Facing charges he has been unable to deliver on a pledge to tackle corruption and fix the economy, the bespectacled pro-Western premier was asked to step down by the president "in order to restore trust in the government".
The 41-year-old former lawyer and banker has endured a rollercoaster ride in office after taking power in February 2014 at a pivotal moment in his country's history.
Only two weeks after he took the oath, Russia annexed Crimea and a bloody pro-Moscow insurgency soon raged in the industrial east.
The war-torn country was also in dire economic straits and Yatsenyuk openly admitted that dragging the former Communist republic from the brink of collapse would mean pushing through wrenching austerity measures.
Yatsenyuk's considerable economic experience proved a boon as he took on the task of negotiating a massive multi-billion-dollar loan from the International Monetary Fund, European Union, World Bank and allied countries to keep Ukraine afloat.
Although he did not have an image as a tough politician, he became known for his vitriolic condemnations of Moscow and he won plaudits for standing up to Russia as it cut off vital gas supplies to Ukraine over a bitter price dispute.
But that image faded in recent months, with two top reformist officials resigning in protests against alleged state graft, and Yatsenyuk's closest allies becoming embroiled in corruption charge
- Fighting talk, shrewd operator -
Yatsenyuk, the protege of ex-prime minister Yulia Tymoshenko, rose to prominence as one of the main protest leaders on Kiev's Independence Square, shedding his intellectual image with stormy speeches from the podium.
For all his fighting talk to the crowds, he is also a skilled behind-the-scenes political operator who had held top posts under previous governments including economy minister and central bank deputy governor.
A former speaker of parliament, he came fourth in the 2010 presidential election won by the pro-Kremlin Viktor Yanukovych, garnering just seven percent of the vote.
He came to power pledging to root out Ukraine's endemic corruption but ended up facing allegations that he was backing the interests of the very billionaires he had vowed to sideline.
- Political prodigy -
When he was made premier, Yatsenyuk was one of Europe's youngest government chiefs, a post made more powerful since parliament voted to return to a 2004 constitution that handed a raft of powers from the president to lawmakers.
Originally from Chernivtsi in western Ukraine, Yatsenyuk began his political career in 2001 as economy minister of the Crimean peninsula.
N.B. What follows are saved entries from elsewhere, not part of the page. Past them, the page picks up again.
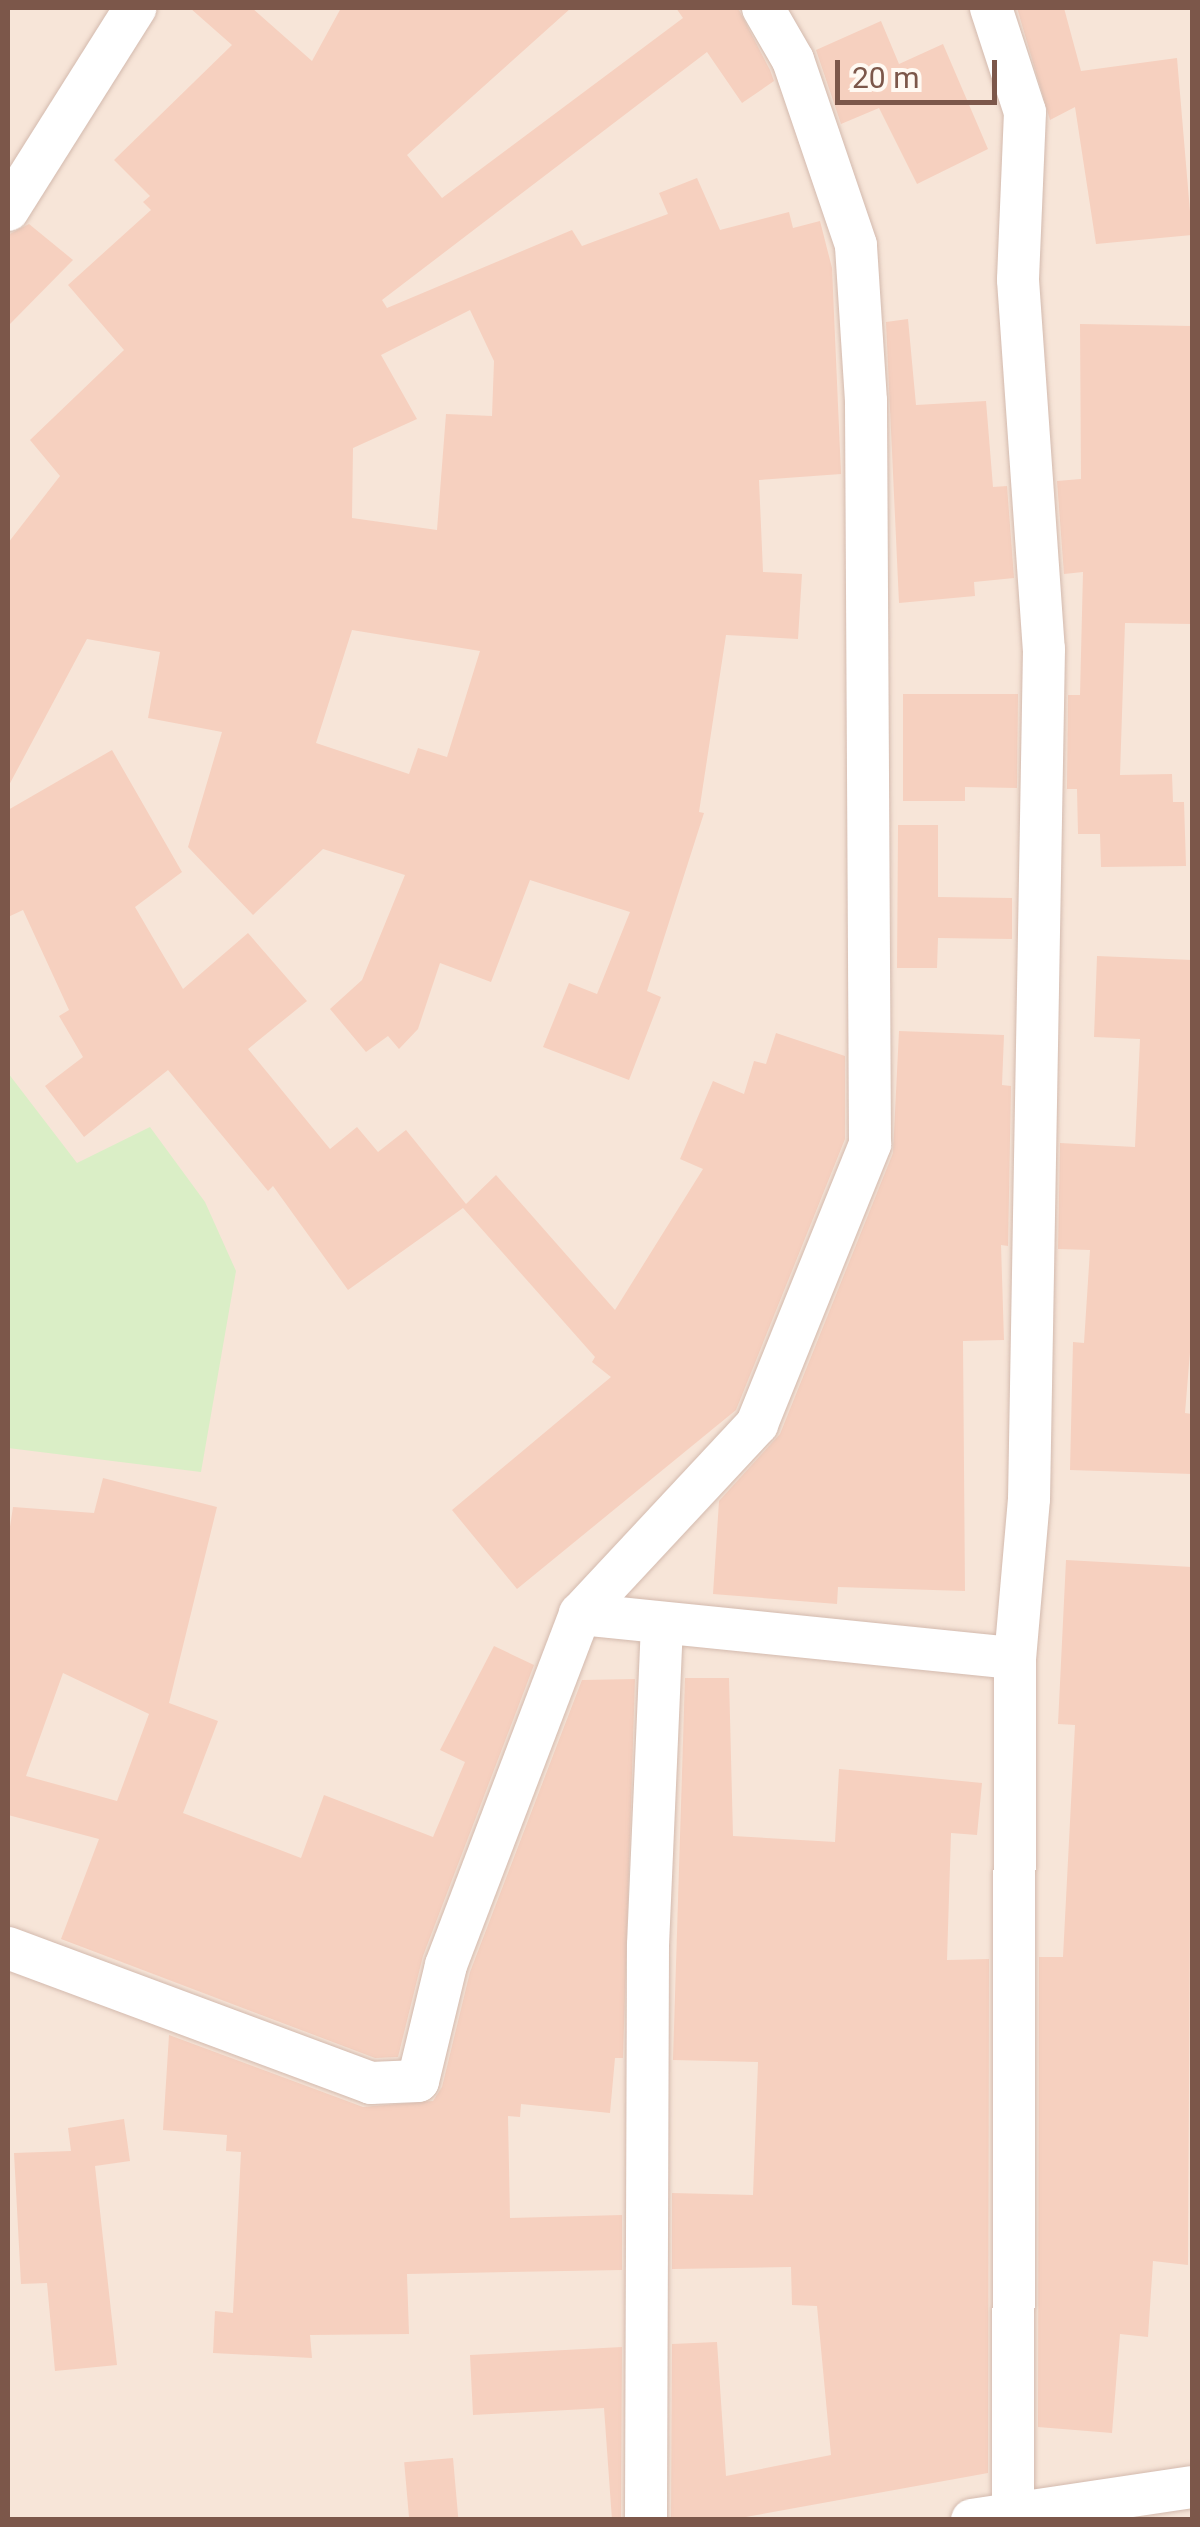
<!DOCTYPE html>
<style>
body{margin:0}
#map{position:relative;width:1200px;height:2527px;overflow:hidden;background:#fef4ea;font-family:Roboto,sans-serif}
div>[style]{position:absolute}
.residential>*{inset:0;background:#f7e5d8;transform-origin:0 0}
.green>*{inset:0;background:#daeec6}
.building>*{inset:0;background:#f6d0bf;transform-origin:0 0}
.roads{filter:drop-shadow(0 0 2px #d3baae) drop-shadow(0 0 2px #d3baae)}
.minor>*{height:42px;margin:-21px;padding:0 21px;transform-origin:21px;border-radius:21px;background:#fff}
span{translate:-50% -50%;white-space:nowrap;text-align:center;line-height:1.15;-webkit-text-stroke:9px #fff9f2;paint-order:stroke}
.frame{position:absolute;inset:0;border:10px solid #7c574a;pointer-events:none}
.scale{position:absolute;left:835px;top:60px;width:162px;height:45px;box-sizing:border-box;border:5px solid #7c574a;border-top:0;padding-left:12px;font-size:30px;line-height:35px;white-space:nowrap;color:#7c574a;-webkit-text-stroke:8px #fff9f2;paint-order:stroke}
</style>
<div id="map">
<div class="residential">
<div style="left:8px;top:8px;width:1184px;height:2511px"></div>
</div>
<div class="green">
<div style="clip-path:polygon(8px 1073px,77px 1163px,150px 1127px,205px 1202px,236px 1271px,201px 1472px,8px 1448px)"></div>
</div>
<div class="building">
<div style="clip-path:polygon(evenodd,190px 8px,252px 8px,312px 61px,341px 8px,571px 8px,407px 155px,442px 198px,683px 18px,676px 8px,738px 8px,770px 70px,774px 81px,742px 103px,707px 52px,382px 300px,387px 308px,572px 230px,582px 246px,668px 214px,659px 193px,697px 178px,720px 230px,789px 212px,793px 228px,820px 221px,832px 268px,841px 474px,759px 480px,763px 572px,802px 574px,798px 639px,726px 635px,699px 812px,704px 813px,647px 991px,661px 997px,629px 1080px,543px 1047px,569px 983px,597px 994px,630px 912px,530px 880px,491px 982px,440px 963px,418px 1029px,399px 1049px,388px 1036px,366px 1052px,330px 1009px,362px 980px,405px 875px,323px 849px,253px 915px,188px 847px,222px 732px,148px 718px,160px 652px,87px 639px,8px 787px,8px 543px,60px 476px,30px 440px,124px 350px,68px 285px,151px 210px,143px 202px,150px 196px,114px 160px,232px 45px,190px 8px,470px 310px,494px 361px,492px 416px,446px 414px,437px 530px,352px 518px,353px 448px,417px 419px,381px 355px,470px 310px,190px 8px,352px 630px,480px 651px,447px 757px,418px 748px,409px 774px,316px 743px,352px 630px)"></div>
<div style="clip-path:polygon(1017px 8px,1064px 8px,1081px 71px,1177px 58px,1192px 235px,1096px 244px,1075px 107px,1050px 120px)"></div>
<div style="clip-path:polygon(881px 21px,899px 64px,943px 44px,988px 149px,917px 184px,879px 108px,841px 124px,816px 50px)"></div>
<div style="clip-path:polygon(29px 224px,73px 260px,8px 326px,8px 235px)"></div>
<div style="clip-path:polygon(908px 319px,916px 405px,986px 401px,993px 487px,1007px 486px,1014px 578px,974px 582px,975px 596px,899px 603px,886px 322px)"></div>
<div style="clip-path:polygon(1080px 324px,1192px 326px,1192px 624px,1125px 623px,1120px 775px,1172px 774px,1173px 802px,1184px 802px,1186px 866px,1101px 867px,1100px 834px,1078px 834px,1077px 789px,1067px 789px,1068px 695px,1080px 695px,1083px 572px,1064px 574px,1057px 481px,1081px 479px)"></div>
<div style="clip-path:polygon(903px 694px,1018px 694px,1017px 788px,965px 787px,965px 801px,903px 801px)"></div>
<div style="clip-path:polygon(112px 750px,182px 872px,135px 907px,183px 989px,248px 933px,307px 1001px,248px 1049px,330px 1149px,357px 1127px,378px 1152px,406px 1130px,466px 1204px,496px 1175px,615px 1310px,703px 1169px,680px 1159px,713px 1081px,744px 1094px,754px 1061px,766px 1064px,776px 1033px,845px 1056px,845px 1139px,736px 1410px,517px 1589px,452px 1510px,611px 1377px,592px 1362px,595px 1357px,463px 1208px,348px 1290px,273px 1186px,268px 1191px,168px 1070px,84px 1137px,45px 1086px,83px 1057px,59px 1016px,69px 1010px,23px 910px,8px 917px,8px 810px)"></div>
<div style="clip-path:polygon(898px 825px,938px 825px,938px 897px,1012px 898px,1012px 939px,938px 938px,937px 968px,897px 968px)"></div>
<div style="clip-path:polygon(1097px 956px,1192px 960px,1192px 1328px,1185px 1413px,1192px 1414px,1192px 1474px,1070px 1470px,1073px 1342px,1084px 1343px,1090px 1250px,1058px 1249px,1060px 1143px,1135px 1147px,1140px 1039px,1094px 1037px)"></div>
<div style="clip-path:polygon(899px 1031px,1004px 1035px,1002px 1085px,1011px 1086px,1008px 1246px,1001px 1245px,1004px 1340px,963px 1341px,965px 1591px,838px 1587px,837px 1604px,713px 1594px,719px 1501px,780px 1434px,893px 1153px)"></div>
<div style="clip-path:polygon(evenodd,103px 1478px,217px 1507px,169px 1703px,218px 1721px,183px 1813px,301px 1858px,324px 1795px,433px 1837px,465px 1762px,440px 1750px,494px 1646px,534px 1665px,423px 1956px,398px 2057px,375px 2058px,61px 1939px,99px 1839px,8px 1815px,8px 1540px,13px 1507px,94px 1513px,103px 1478px,63px 1673px,149px 1714px,117px 1801px,26px 1776px,63px 1673px)"></div>
<div style="clip-path:polygon(1066px 1560px,1192px 1567px,1188px 2265px,1153px 2261px,1148px 2337px,1120px 2334px,1112px 2433px,1038px 2427px,1039px 1957px,1063px 1957px,1075px 1725px,1058px 1724px)"></div>
<div style="clip-path:polygon(685px 1678px,729px 1678px,733px 1836px,835px 1842px,839px 1769px,982px 1783px,977px 1835px,951px 1833px,947px 1960px,989px 1959px,988px 2473px,729px 2520px,671px 2520px,672px 2344px,717px 2342px,726px 2476px,831px 2455px,817px 2306px,792px 2305px,791px 2267px,672px 2269px,672px 2193px,753px 2195px,758px 2062px,673px 2060px)"></div>
<div style="clip-path:polygon(635px 1679px,623px 2058px,615px 2058px,610px 2113px,521px 2104px,520px 2117px,508px 2116px,510px 2218px,622px 2215px,622px 2270px,407px 2274px,409px 2334px,310px 2335px,312px 2358px,213px 2353px,215px 2311px,233px 2313px,241px 2152px,226px 2151px,227px 2135px,163px 2130px,169px 2035px,363px 2107px,433px 2101px,442px 2087px,470px 1972px,582px 1680px)"></div>
<div style="clip-path:polygon(124px 2119px,130px 2161px,95px 2166px,117px 2365px,55px 2371px,47px 2283px,21px 2284px,14px 2153px,71px 2151px,68px 2128px)"></div>
<div style="clip-path:polygon(622px 2347px,621px 2520px,612px 2520px,604px 2408px,473px 2415px,470px 2355px)"></div>
<div style="left:453px;top:2458px;width:62px;height:49px;rotate:85deg"></div>
</div>
<div class="roads">
<div class="minor">
<div style="left:991px;top:8px;width:109px;rotate:71.9deg"></div>
<div style="left:1025px;top:112px;width:168px;rotate:92.4deg"></div>
<div style="left:1018px;top:280px;width:370px;rotate:86deg"></div>
<div style="left:1044px;top:649px;width:850px;rotate:91.01deg"></div>
<div style="left:1029px;top:1499px;width:160px;rotate:95deg"></div>
<div style="left:1015px;top:1658px;width:856px;rotate:90.13deg"></div>
<div style="left:8px;top:210px;width:239px;rotate:-57.8deg"></div>
<div style="left:580px;top:1614px;width:260px;rotate:-47deg"></div>
<div style="left:757px;top:1424px;width:302px;rotate:-68deg"></div>
<div style="left:870px;top:1144px;width:743px;rotate:-90.31deg"></div>
<div style="left:866px;top:401px;width:156px;rotate:-93.7deg"></div>
<div style="left:856px;top:245px;width:195px;rotate:-108.8deg"></div>
<div style="left:793px;top:60px;width:60px;rotate:-120deg"></div>
<div style="left:8px;top:1948px;width:387px;rotate:20.4deg"></div>
<div style="left:371px;top:2083px;width:47px;rotate:-2.4deg"></div>
<div style="left:418px;top:2081px;width:119px;rotate:-76.4deg"></div>
<div style="left:446px;top:1965px;width:376px;rotate:-69.1deg"></div>
<div style="left:580px;top:1614px;width:437px;rotate:5.8deg"></div>
<div style="left:646px;top:2520px;width:575px;rotate:-89.8deg"></div>
<div style="left:648px;top:1945px;width:322px;rotate:-87.5deg"></div>
<div style="left:972px;top:2520px;width:222px;rotate:-8.5deg"></div>
</div>
</div>
<div class="frame"></div>
<div class="scale">20 m</div>
</div>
Following the so-called Orange Revolution in 2004, he began pushing a more pro-Western agenda and became a close ally of Tymoshenko, the prime minister from 2007 to 2010 who was jailed under Yanukovych for abuse of power.
Yatsenyuk served as foreign minister under another president, Viktor Yushchenko, in 2007 and became a compromise figure when a personal conflict between Yushchenko and Tymoshenko began to spiral out of control.
Unusually for government officials in post-Soviet countries, Yatsenyuk traveled on regular passenger flights while he was minister. He also speaks fluent English.
Yatsenyuk and Tymoshenko themselves later had a bitter falling-out, although they eventually reconciled and he became the parliamentary leader of the party she founded.
He was born on May 22, 1974, into a family of professors.
While still at university in the 1990s he set up a student law firm and later worked at a Kiev bank.